Aim of the exercise
Strip out the pictures and output each remaining line of the data word for word.

Supplied material
---*---

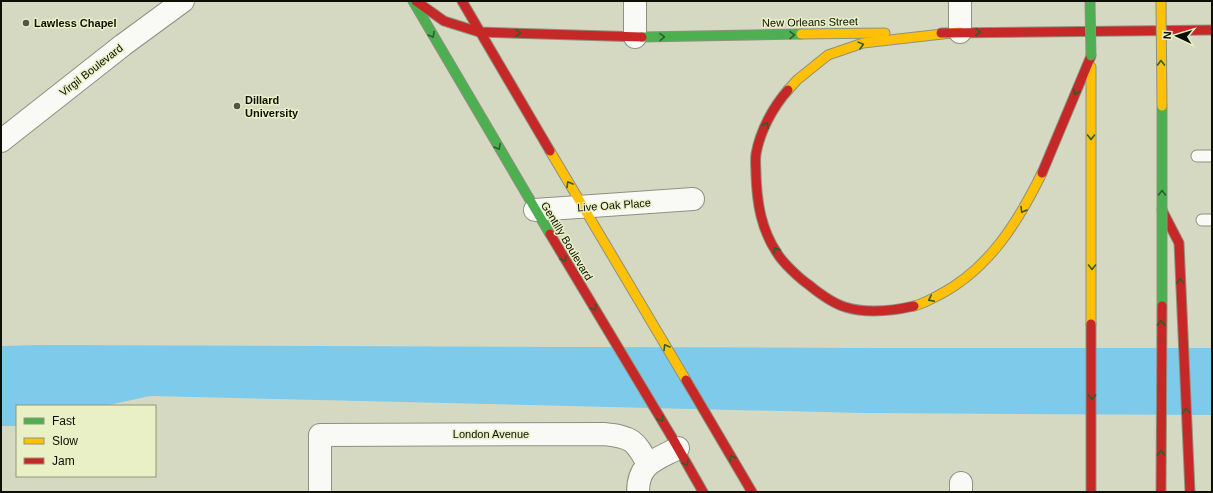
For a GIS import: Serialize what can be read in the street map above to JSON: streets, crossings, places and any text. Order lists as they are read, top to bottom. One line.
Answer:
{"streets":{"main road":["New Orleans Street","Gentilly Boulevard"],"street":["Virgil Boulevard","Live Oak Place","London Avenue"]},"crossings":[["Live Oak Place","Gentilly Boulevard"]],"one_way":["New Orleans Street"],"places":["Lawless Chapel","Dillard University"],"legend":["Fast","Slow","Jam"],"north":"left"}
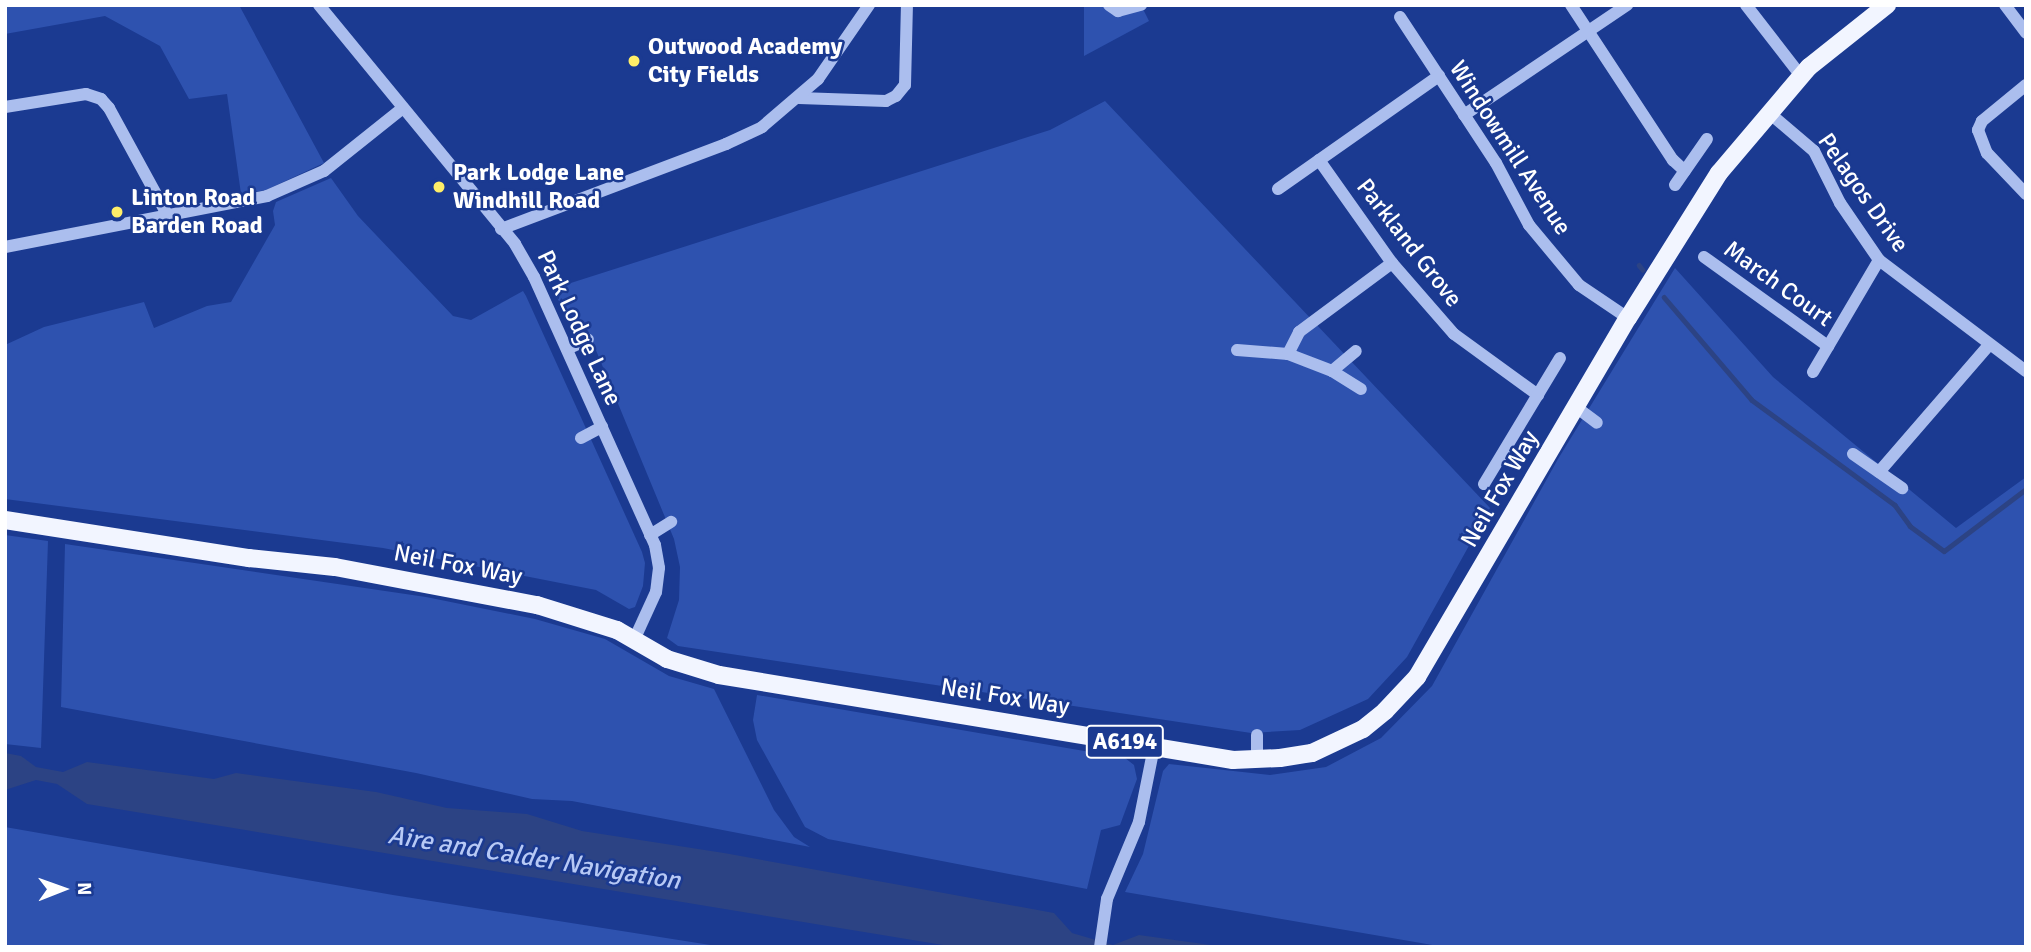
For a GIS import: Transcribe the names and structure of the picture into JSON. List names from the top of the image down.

---*---

Response box
For a GIS import: Serialize what can be read in the street map above to JSON: streets, crossings, places and any text. Order lists as they are read, top to bottom. One line.
Answer:
{"streets":{"main road":["New Orleans Street","Gentilly Boulevard"],"street":["Virgil Boulevard","Live Oak Place","London Avenue"]},"crossings":[["Live Oak Place","Gentilly Boulevard"]],"one_way":["New Orleans Street"],"places":["Lawless Chapel","Dillard University"],"legend":["Fast","Slow","Jam"],"north":"left"}
For a GIS import: Transcribe the names and structure of the picture into JSON. List names from the top of the image down.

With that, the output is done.